■ WHAT IS NEEDED ■
The answer must consist of the records below, repeated exactly.

┌──

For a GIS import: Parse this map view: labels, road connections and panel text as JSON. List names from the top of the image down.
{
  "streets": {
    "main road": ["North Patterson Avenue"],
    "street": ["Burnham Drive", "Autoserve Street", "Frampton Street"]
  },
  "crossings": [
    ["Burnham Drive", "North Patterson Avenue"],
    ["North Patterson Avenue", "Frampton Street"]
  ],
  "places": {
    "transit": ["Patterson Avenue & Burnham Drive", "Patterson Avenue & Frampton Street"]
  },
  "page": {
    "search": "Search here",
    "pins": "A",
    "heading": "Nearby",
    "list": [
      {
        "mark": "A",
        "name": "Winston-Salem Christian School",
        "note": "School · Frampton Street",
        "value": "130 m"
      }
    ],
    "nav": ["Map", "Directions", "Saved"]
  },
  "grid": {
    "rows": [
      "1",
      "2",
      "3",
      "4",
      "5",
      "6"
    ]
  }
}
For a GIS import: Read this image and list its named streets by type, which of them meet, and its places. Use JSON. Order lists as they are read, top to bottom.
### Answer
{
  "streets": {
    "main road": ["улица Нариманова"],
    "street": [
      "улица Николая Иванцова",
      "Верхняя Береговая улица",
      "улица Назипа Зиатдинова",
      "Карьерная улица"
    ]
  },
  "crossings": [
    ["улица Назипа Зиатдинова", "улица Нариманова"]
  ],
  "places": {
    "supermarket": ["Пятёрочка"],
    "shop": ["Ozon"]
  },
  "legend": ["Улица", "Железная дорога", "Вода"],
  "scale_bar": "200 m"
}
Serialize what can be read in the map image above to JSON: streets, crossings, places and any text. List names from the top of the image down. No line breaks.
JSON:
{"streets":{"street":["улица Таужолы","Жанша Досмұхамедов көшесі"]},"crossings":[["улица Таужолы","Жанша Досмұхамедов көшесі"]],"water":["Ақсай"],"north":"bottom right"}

└──

■ OUTPUT OF THE EXERCISE ■
For a GIS import: Parse this map view: labels, road connections and panel text as JSON. List names from the top of the image down.
{
  "streets": {
    "main road": ["North Patterson Avenue"],
    "street": ["Burnham Drive", "Autoserve Street", "Frampton Street"]
  },
  "crossings": [
    ["Burnham Drive", "North Patterson Avenue"],
    ["North Patterson Avenue", "Frampton Street"]
  ],
  "places": {
    "transit": ["Patterson Avenue & Burnham Drive", "Patterson Avenue & Frampton Street"]
  },
  "page": {
    "search": "Search here",
    "pins": "A",
    "heading": "Nearby",
    "list": [
      {
        "mark": "A",
        "name": "Winston-Salem Christian School",
        "note": "School · Frampton Street",
        "value": "130 m"
      }
    ],
    "nav": ["Map", "Directions", "Saved"]
  },
  "grid": {
    "rows": [
      "1",
      "2",
      "3",
      "4",
      "5",
      "6"
    ]
  }
}
For a GIS import: Read this image and list its named streets by type, which of them meet, and its places. Use JSON. Order lists as they are read, top to bottom.
### Answer
{
  "streets": {
    "main road": ["улица Нариманова"],
    "street": [
      "улица Николая Иванцова",
      "Верхняя Береговая улица",
      "улица Назипа Зиатдинова",
      "Карьерная улица"
    ]
  },
  "crossings": [
    ["улица Назипа Зиатдинова", "улица Нариманова"]
  ],
  "places": {
    "supermarket": ["Пятёрочка"],
    "shop": ["Ozon"]
  },
  "legend": ["Улица", "Железная дорога", "Вода"],
  "scale_bar": "200 m"
}
Serialize what can be read in the map image above to JSON: streets, crossings, places and any text. List names from the top of the image down. No line breaks.
JSON:
{"streets":{"street":["улица Таужолы","Жанша Досмұхамедов көшесі"]},"crossings":[["улица Таужолы","Жанша Досмұхамедов көшесі"]],"water":["Ақсай"],"north":"bottom right"}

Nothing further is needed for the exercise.